In this study, the green synthesis of CCIO NCs was performed via the co-precipitation method after a short reaction time of 4h. As the synthesized CCIO NCs are free of secondary pollution, cost-effective, and easier to scale up, they may prove to be a better alternative to conventional wastewater treatment techniques. The characteristic features of NCs were studied using various methods, including FT-IR, XRD, TGA, FE-SEM, TEM, and DLS. The results obtained from the FT-IR spectra revealed the presence of phenolic compounds in the CCIO NCs, which established antioxidant activity. The dynamic light scattering (DLS) graph for zeta potential confirms the CCIO NCs to be anionic, which justifies their ability to adsorb cationic dyes like SF, MB, and MG. The TGA curve demonstrates that the synthesized CCIO NPs offer dry heat resistance of up to ± 200 °C. The maximum adsorption capacity of the CCIO NCs was found to be 34.3 mg/g against SF dye.
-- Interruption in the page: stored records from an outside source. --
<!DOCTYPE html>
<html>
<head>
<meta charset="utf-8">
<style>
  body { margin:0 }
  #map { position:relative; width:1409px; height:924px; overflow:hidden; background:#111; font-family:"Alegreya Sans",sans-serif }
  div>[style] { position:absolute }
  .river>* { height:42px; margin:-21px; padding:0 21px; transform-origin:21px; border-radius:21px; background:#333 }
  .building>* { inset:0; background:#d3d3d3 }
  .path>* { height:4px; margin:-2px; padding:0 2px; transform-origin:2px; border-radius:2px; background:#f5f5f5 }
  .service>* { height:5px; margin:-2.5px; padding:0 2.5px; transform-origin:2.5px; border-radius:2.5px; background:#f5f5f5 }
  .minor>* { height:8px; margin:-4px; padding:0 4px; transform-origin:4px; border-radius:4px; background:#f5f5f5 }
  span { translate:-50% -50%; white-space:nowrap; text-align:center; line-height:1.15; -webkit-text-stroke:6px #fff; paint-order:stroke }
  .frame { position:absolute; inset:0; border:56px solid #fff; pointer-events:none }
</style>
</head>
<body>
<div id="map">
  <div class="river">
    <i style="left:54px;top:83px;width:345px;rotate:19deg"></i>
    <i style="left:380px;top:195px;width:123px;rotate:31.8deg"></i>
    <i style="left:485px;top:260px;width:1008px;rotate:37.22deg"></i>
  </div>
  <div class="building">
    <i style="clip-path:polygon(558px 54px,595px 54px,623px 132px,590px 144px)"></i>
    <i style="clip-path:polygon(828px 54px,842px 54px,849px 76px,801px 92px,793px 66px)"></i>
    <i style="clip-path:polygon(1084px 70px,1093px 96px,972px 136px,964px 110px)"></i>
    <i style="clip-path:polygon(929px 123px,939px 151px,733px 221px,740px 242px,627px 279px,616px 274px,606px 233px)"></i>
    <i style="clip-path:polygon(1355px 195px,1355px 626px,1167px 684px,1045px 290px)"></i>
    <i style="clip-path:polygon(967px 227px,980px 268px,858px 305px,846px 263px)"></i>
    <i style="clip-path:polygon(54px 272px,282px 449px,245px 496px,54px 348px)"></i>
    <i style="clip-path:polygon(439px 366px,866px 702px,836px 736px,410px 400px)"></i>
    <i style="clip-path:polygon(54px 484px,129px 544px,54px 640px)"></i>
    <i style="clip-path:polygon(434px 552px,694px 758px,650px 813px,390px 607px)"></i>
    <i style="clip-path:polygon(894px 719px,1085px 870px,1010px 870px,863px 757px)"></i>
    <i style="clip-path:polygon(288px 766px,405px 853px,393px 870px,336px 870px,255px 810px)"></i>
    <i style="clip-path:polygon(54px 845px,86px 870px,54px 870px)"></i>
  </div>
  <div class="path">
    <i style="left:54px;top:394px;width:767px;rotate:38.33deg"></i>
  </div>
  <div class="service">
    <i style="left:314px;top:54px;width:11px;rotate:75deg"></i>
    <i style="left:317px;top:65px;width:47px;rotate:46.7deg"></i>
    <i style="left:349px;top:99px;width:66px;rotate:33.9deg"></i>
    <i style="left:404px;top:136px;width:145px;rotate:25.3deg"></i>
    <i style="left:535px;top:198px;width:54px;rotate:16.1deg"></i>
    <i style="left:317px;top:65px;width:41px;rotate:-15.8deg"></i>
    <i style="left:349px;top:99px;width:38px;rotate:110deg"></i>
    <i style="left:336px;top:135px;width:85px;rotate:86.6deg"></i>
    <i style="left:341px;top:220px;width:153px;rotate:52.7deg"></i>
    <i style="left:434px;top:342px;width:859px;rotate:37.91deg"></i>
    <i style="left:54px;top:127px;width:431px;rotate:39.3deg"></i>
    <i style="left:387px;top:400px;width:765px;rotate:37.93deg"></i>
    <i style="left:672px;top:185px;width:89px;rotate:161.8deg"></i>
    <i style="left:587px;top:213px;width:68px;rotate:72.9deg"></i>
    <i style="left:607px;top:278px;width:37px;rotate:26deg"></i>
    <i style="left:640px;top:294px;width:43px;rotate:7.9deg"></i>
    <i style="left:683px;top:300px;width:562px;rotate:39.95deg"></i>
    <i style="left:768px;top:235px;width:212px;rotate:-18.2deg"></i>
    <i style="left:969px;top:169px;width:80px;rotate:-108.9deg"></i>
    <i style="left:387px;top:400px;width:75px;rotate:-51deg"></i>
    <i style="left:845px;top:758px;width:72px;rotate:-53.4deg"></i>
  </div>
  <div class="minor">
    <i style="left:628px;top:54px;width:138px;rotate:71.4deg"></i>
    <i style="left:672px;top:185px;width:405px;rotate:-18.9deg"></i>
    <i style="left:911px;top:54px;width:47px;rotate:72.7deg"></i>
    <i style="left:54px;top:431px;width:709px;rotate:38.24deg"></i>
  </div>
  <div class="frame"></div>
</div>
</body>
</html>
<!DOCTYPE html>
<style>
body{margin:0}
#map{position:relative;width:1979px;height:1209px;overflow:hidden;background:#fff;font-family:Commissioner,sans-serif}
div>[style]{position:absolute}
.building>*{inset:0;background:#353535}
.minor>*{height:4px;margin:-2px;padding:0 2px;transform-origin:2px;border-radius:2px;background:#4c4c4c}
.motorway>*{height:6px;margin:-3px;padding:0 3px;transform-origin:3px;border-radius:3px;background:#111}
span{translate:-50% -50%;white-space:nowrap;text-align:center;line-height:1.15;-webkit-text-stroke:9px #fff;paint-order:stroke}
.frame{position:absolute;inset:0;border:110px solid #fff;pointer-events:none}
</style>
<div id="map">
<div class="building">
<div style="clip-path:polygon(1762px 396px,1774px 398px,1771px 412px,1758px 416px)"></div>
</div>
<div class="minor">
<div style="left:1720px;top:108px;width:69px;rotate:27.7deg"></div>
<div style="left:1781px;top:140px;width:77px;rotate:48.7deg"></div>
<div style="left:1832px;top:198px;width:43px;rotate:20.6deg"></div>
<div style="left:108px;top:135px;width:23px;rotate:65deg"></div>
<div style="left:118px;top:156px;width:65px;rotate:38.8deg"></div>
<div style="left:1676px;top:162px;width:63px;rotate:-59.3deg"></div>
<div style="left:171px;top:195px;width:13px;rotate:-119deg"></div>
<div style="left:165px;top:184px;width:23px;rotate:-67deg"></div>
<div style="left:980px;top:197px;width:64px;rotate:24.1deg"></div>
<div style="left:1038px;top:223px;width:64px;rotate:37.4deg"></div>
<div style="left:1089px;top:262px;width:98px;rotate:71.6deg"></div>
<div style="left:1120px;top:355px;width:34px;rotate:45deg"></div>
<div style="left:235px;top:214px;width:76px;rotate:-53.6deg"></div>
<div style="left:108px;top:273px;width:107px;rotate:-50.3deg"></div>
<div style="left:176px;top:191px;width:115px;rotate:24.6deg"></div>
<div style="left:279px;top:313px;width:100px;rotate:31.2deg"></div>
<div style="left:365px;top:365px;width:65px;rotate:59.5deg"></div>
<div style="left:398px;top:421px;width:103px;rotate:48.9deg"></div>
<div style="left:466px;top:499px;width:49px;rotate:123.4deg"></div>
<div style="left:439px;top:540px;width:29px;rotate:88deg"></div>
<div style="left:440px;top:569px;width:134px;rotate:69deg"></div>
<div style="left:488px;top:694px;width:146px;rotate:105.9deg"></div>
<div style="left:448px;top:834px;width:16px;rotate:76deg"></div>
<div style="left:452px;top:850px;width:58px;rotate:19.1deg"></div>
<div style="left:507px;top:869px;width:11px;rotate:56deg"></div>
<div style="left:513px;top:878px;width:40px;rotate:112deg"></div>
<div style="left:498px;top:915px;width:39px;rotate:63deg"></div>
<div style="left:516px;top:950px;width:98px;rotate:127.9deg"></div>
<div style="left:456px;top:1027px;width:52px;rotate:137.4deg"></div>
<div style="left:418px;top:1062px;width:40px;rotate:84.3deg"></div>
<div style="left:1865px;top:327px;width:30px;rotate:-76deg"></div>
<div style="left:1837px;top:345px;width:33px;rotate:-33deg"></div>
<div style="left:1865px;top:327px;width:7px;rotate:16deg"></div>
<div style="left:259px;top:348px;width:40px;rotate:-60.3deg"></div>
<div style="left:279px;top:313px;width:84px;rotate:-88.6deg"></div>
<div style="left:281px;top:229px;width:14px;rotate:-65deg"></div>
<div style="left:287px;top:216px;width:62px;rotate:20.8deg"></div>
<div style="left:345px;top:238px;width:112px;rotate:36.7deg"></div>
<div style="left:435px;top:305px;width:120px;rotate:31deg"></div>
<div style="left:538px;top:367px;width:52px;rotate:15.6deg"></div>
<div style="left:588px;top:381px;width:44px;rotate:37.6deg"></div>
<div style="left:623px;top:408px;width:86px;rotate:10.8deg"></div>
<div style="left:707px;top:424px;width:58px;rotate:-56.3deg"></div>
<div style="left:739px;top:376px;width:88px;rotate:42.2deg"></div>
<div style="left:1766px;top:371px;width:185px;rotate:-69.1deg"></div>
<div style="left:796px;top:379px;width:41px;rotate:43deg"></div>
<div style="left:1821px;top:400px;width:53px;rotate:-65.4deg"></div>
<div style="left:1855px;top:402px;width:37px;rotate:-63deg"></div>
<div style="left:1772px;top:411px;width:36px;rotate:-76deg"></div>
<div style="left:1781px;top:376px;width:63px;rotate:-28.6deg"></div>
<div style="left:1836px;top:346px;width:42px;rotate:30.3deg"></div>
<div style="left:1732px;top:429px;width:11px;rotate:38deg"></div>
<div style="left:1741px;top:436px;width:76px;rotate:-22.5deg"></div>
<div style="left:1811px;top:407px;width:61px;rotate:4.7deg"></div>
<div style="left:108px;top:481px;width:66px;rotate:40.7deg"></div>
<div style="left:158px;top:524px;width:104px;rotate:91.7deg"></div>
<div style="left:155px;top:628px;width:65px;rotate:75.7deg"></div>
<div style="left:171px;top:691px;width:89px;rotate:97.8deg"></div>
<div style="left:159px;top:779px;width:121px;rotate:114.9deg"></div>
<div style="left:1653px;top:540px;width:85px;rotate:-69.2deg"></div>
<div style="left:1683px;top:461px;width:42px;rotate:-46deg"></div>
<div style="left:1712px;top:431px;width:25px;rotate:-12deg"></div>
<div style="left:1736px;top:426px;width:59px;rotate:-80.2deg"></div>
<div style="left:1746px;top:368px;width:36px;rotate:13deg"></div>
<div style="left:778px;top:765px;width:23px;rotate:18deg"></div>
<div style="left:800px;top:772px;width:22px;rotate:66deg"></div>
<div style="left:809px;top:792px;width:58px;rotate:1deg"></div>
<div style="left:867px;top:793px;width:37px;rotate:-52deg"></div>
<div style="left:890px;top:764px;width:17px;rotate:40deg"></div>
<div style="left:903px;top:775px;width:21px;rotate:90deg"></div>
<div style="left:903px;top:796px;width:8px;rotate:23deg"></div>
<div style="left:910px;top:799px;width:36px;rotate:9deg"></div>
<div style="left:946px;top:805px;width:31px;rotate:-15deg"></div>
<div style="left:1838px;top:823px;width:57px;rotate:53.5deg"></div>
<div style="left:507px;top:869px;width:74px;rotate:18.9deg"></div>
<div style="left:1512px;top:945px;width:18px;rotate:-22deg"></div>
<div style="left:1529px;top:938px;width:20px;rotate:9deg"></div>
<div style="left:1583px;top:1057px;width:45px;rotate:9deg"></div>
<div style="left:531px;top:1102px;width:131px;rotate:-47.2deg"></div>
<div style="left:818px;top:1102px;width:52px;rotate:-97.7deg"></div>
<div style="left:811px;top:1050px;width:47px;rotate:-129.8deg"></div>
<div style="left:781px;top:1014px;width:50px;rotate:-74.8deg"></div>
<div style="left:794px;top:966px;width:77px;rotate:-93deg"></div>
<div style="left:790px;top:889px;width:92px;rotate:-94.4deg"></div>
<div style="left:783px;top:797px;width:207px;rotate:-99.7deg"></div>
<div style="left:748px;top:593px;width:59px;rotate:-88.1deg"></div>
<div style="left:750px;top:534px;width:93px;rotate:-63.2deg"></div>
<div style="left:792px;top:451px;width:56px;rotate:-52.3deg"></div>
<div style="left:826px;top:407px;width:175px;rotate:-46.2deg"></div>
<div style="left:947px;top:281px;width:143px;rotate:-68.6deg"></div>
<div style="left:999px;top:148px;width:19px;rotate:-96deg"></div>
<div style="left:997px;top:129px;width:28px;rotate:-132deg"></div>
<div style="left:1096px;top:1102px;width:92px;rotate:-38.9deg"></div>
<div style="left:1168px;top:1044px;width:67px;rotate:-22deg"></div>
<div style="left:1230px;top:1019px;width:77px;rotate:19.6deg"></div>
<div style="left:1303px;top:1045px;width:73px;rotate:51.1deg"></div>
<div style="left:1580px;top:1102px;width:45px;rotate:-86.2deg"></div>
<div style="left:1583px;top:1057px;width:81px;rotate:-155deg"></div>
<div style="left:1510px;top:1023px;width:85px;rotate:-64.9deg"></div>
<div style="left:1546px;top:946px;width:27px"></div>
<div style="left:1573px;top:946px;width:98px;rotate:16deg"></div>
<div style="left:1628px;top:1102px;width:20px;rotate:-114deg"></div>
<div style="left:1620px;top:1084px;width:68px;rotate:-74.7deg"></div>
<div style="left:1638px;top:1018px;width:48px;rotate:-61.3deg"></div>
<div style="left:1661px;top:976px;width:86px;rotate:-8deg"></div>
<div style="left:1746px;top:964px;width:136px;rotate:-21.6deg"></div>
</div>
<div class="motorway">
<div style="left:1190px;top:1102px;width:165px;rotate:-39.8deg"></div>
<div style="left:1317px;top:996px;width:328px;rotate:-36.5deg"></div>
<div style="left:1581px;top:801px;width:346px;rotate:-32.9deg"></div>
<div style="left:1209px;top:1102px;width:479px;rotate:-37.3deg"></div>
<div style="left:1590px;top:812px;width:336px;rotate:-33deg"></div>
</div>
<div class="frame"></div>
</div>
Also, the reused NCs retained the maximum level of 85–90% of their adsorption capacity, even after 4 successive recycling iterations, indicating its reusability. An adsorption capability of CCIO NCs against cationic dyes such as SF, MG, and MB, along with the removal of hexavalent chromium, was determined by using UV-Vis spectroscopy. The results demonstrated a ~91% adsorption of various dyes and ~60% of water pollutants. Hence, considering the environmental factors, CCIO NCs can provide a cost-effective solution against multiple pollutants.